It is apparent that all of the tested human tumor lines from colon, breast and lung express a number of TLR transcripts. However, substantial heterogeneity exists as to which TLRs are expressed in each cell line and to their level of expression.
Four human breast tumor cell lines, Cama-1, SW527, BT483 and MCF-7, were analyzed for cell death in response to Poly IC. Cells were cultured for 72 hours with 5 μg/ml PGN, 50 μg/ml Poly IC or 10 μg/ml LPS. Control cells were cultured with PBS. Cytotoxicity was assessed by crystal violet staining and expressed as a percent of control.
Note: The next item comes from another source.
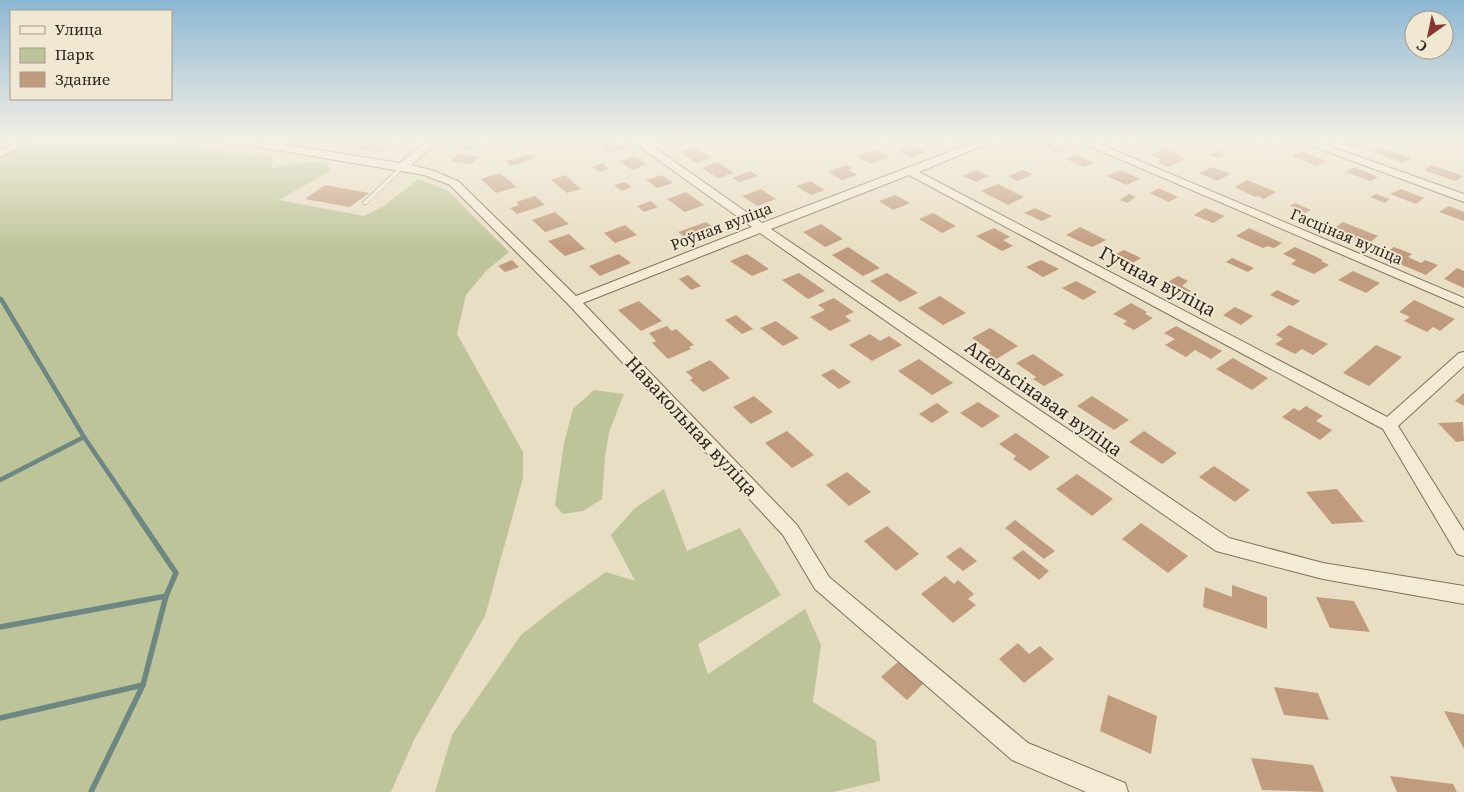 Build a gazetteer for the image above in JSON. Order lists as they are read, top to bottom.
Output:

On average, the control cells exhibited 100% cell recovery. The PGN cells exhibited an average of 95% cell recovery. The LPS treated cells exhibited 95% recovery, on average. On average, the cells treated with Poly IC exhibited 67.5% cell recovery. Specifically, The Cama-1, SW527, BT483 and MCF-7 cell lines exhibited cell recoveries of 33%, 75%, 67% and 100%, respectively.
The data show that Poly IC triggered a decrease in cell recovery in three of the cell lines tested, Cama-1, BT483 and SW527. As can be seen from the data, the Cama-1 cell line consistently exhibited the most dramatic reduction. However, Poly IC did not cause a decrease in cell recovery in the MCF-7 cell line.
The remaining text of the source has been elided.